======== Exercise input ========
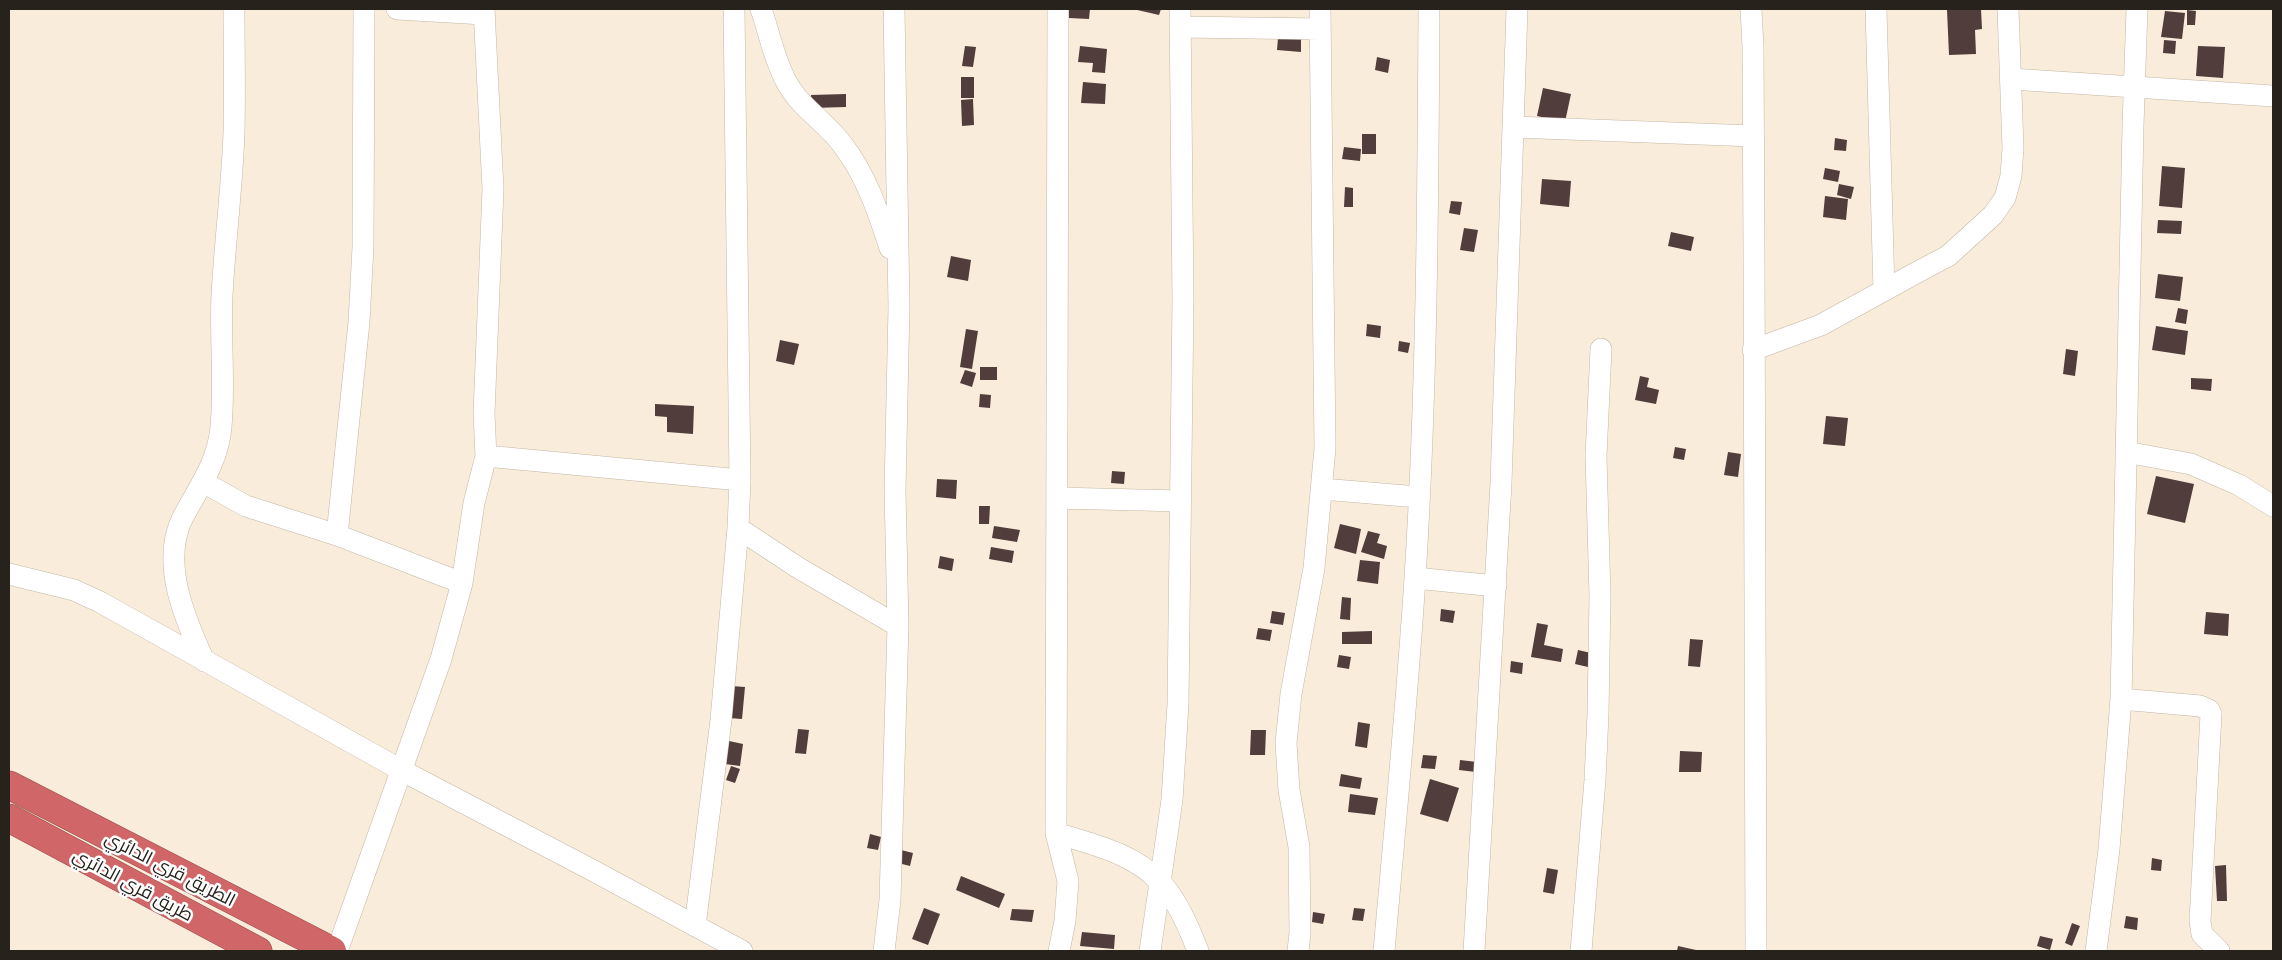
<!DOCTYPE html>
<html>
<head>
<meta charset="utf-8">
<style>
	body { margin:0 }
	#map { position:relative; width:2282px; height:960px; overflow:hidden; background:#faecdb; font-family:Lato,sans-serif }
	canvas { display:block }
	.frame { position:absolute; inset:0; border:10px solid #27221c; pointer-events:none }
</style>
</head>
<body>
<div id="map">
<canvas width="2282" height="960"></canvas>
<div class="frame"></div>
</div>
<script>
const c = document.querySelector('canvas').getContext('2d');
c.lineJoin = 'round';
function fill(path, color) { c.fillStyle = color; c.fill(path, 'evenodd'); }
function trace(path, color, width, dash) { c.strokeStyle = color; c.lineWidth = width; c.lineCap = dash ? 'butt' : 'round'; c.setLineDash(dash || []); c.stroke(path); }
function label(font, color, halo, rows, align = 'center') {
  c.font = font + ' Lato,Cairo,sans-serif'; c.lineWidth = 5; c.setLineDash([]); c.textBaseline = 'middle'; c.strokeStyle = halo; c.fillStyle = color; for (const [text, x, y, turn = 0] of rows) {
    c.save(); c.translate(x, y); c.rotate((+turn || 0) * Math.PI / 180); c.textAlign = isNaN(turn) ? turn : align; if (halo) c.strokeText(text, 0, 0); c.fillText(text, 0, 0); c.restore();
  }
}
const building = new Path2D(`
	M1069,9h21l-1,10 -20,-1z
	M1133,9h28l-2,6z
	M1981,9l1,20 -7,1 1,24 -27,1 -2,-45z
	M2187,10l9,1 -1,14h-8z
	M2165,11l20,2 -3,26 -21,-2z
	M1278,38l23,1v13l-24,-2z
	M2164,40l12,1 -1,13 -12,-1z
	M965,46l11,1 -3,20 -11,-1z
	M1080,46l27,3 -2,24 -13,-1 1,-9 -15,-1z
	M2198,46l27,1 -2,31 -27,-2z
	M1377,57l13,3 -2,13 -13,-3z
	M961,77h13v21h-13z
	M1083,82l23,2 -1,20 -24,-1z
	M1543,88l28,6 -6,28 -28,-6z
	M846,94v13l-34,1 -1,-13z
	M973,99l1,26 -12,1 -1,-26z
	M1362,134h14v20h-14z
	M1835,138l12,2 -1,11 -12,-1z
	M1344,147l17,2 -1,12 -18,-2z
	M2162,166l23,2 -3,40 -23,-2z
	M1825,168l15,3 -2,11 -15,-3z
	M1542,179l29,2 -2,26 -29,-3z
	M1839,184l15,3 -3,12 -14,-4z
	M1345,187l8,1v19h-9z
	M1825,196l23,3 -2,21 -23,-3z
	M1451,201l11,1 -2,13 -11,-2z
	M2158,220l24,1 -1,13 -24,-1z
	M1464,228l14,2 -4,22 -14,-2z
	M1671,232l23,5 -3,14 -23,-5z
	M951,256l20,4 -3,21 -21,-4z
	M2158,274l25,3 -3,24 -25,-3z
	M2178,308l10,2 -2,14 -11,-2z
	M1367,324l14,2 -1,12 -14,-2z
	M2156,326l32,5 -3,24 -33,-5z
	M966,329l12,2 -6,38 -12,-2z
	M780,340l19,4 -5,21 -18,-4z
	M1399,341l11,2 -2,10 -10,-2z
	M2066,349l12,2 -3,25 -12,-2z
	M980,367h17v13h-17z
	M965,370l11,3 -4,14 -12,-4z
	M1640,376l9,2 -2,9 12,3 -3,14 -21,-4z
	M2191,378l21,1 -1,12 -20,-2z
	M980,394l11,1 -1,13 -11,-1z
	M655,404l39,2 -1,28 -26,-2v-15l-12,-1z
	M1826,416l22,2 -3,28 -22,-2z
	M1675,447l11,2 -2,11 -11,-2z
	M1728,452l13,2 -3,23 -14,-2z
	M1112,471l13,1 -1,12 -13,-1z
	M2156,476l38,8 -9,39 -38,-9z
	M937,479l20,1 -1,19 -20,-2z
	M979,506h11l-1,18h-10z
	M1340,524l21,5 -5,25 -22,-6z
	M994,526l26,4 -3,12 -25,-4z
	M1368,531l12,3 -3,9 10,3 -3,13 -23,-7z
	M991,547l23,4 -2,12 -23,-4z
	M940,556l14,3 -2,12 -14,-3z
	M1360,560l20,2 -2,22 -21,-3z
	M1342,597l9,1 -1,22 -10,-1z
	M1441,609l14,2 -2,12 -13,-2z
	M1272,611l13,2 -2,12 -13,-2z
	M2206,612l23,2 -1,22 -24,-2z
	M1537,623l11,2 -4,20 19,4 -2,13 -30,-5z
	M1258,628l14,2 -2,11 -14,-2z
	M1372,631v13h-30v-12z
	M1690,639l13,1 -3,27 -12,-1z
	M1578,650l13,3 -3,14 -13,-3z
	M1339,655l12,2 -2,12 -12,-2z
	M1511,661l12,2 -1,11 -12,-2z
	M731,686l14,1 -3,32 -14,-1z
	M1358,722l12,2 -3,24 -12,-2z
	M798,729l11,1 -3,24 -11,-1z
	M1251,730h15l-1,25h-15z
	M729,741l14,3 -3,22 -15,-2z
	M1680,751l22,1 -1,20h-22z
	M1423,755l14,1 -2,13 -14,-1z
	M1460,760l17,2 -1,10 -17,-2z
	M731,766l9,3 -5,14 -9,-3z
	M1341,774l21,4 -2,11 -21,-3z
	M1430,779l29,9 -11,34 -28,-8z
	M1350,794l28,4 -3,17 -27,-3z
	M870,834l11,3 -3,13 -11,-2z
	M901,850l12,3 -3,13 -12,-3z
	M2152,858l10,2 -1,11 -10,-1z
	M2226,865l1,36h-10l-2,-35z
	M1547,868l11,2 -4,24 -11,-2z
	M961,876l44,18 -6,14 -43,-18z
	M924,908l16,6 -12,31 -16,-6z
	M1354,908l11,1 -2,12 -11,-1z
	M1012,909l22,1 -2,12 -22,-2z
	M1313,912l12,2 -2,10 -11,-2z
	M2126,916l12,2 -1,12 -13,-2z
	M2072,923l8,3 -8,20 -7,-3z
	M1082,932l33,3 -1,14 -34,-3z
	M2040,936l13,3 -3,11 -13,-4z
	M1678,946l18,4v1h-19z`);
const minor = new Path2D(`
	M397,9l87,5
	M734,9l6,471 -2,48 59,39 101,59
	M761,9c8,23 13,50 25,72 13,26 39,40 56,63 24,31 36,67 48,104
	M1058,9l-2,824 12,48 -3,40 -6,30
	M1751,9l2,38 1,204 2,700
	M1876,9l8,281
	M1180,27l140,2
	M2011,79l262,17
	M1513,127l241,9
	M1753,350l68,-25 93,-51 34,-18 45,-41 12,-17 6,-22 2,-28 -5,-139
	M2126,452l65,12 48,21 34,21
	M486,456l254,24
	M203,482l43,24 91,29 125,48
	M1322,489l96,8
	M1057,498l124,3
	M337,535l22,-213 4,-75 1,-238
	M9,574l65,16 26,12 301,168 191,100 150,81
	M1415,578l81,8
	M204,661c-19,-42 -44,-99 -21,-144 16,-30 35,-55 38,-90 4,-44 -1,-88 1,-132 3,-54 10,-108 12,-162 1,-41 0,-83 0,-124
	M2121,699l79,7 9,4 2,4 -11,207 2,13 17,17
	M1056,833c35,11 77,20 103,48 17,16 31,49 39,70
	M695,926l26,-206 17,-192
	M337,951l104,-292 21,-76 12,-80 12,-47 -2,-42 9,-225 -9,-180
	M884,951l6,-51 8,-274 -3,-136 4,-183 -5,-298
	M1150,951l22,-151 6,-96 5,-404 -3,-291
	M1298,951l2,-18 -1,-86 -10,-57 -3,-47 5,-49 23,-126 11,-120 -5,-439
	M1384,951c11,-124 23,-249 31,-373 12,-190 13,-380 14,-569
	M1474,951l27,-468 16,-474
	M1581,951l14,-171 3,-66 2,-118 -4,-140 5,-107
	M2096,951l13,-102 12,-150 12,-573 4,-117`);
const highway = new Path2D(`
	M9,785l323,166
	M9,818l249,133`);
const streetNames = [
	["الطريق قري الدائري",170,869,27],
	["طريق قري الدائري",133,885,28]
];
fill(building, '#503d3c');
trace(minor, '#c3b7a6', 22);
trace(highway, '#964e4d', 29);
trace(minor, '#fff', 21);
trace(highway, '#d16668', 28);
label('18px', '#27221c', '#fff', streetNames);
</script>
</body>
</html>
========
▶ Task: Starting with the first line of the material above and ending with the line that holds "c.lineJoin = 'round';", write out those lines exactly, without pictures.

▶ Output of the task:
<!DOCTYPE html>
<html>
<head>
<meta charset="utf-8">
<style>
	body { margin:0 }
	#map { position:relative; width:2282px; height:960px; overflow:hidden; background:#faecdb; font-family:Lato,sans-serif }
	canvas { display:block }
	.frame { position:absolute; inset:0; border:10px solid #27221c; pointer-events:none }
</style>
</head>
<body>
<div id="map">
<canvas width="2282" height="960"></canvas>
<div class="frame"></div>
</div>
<script>
const c = document.querySelector('canvas').getContext('2d');
c.lineJoin = 'round';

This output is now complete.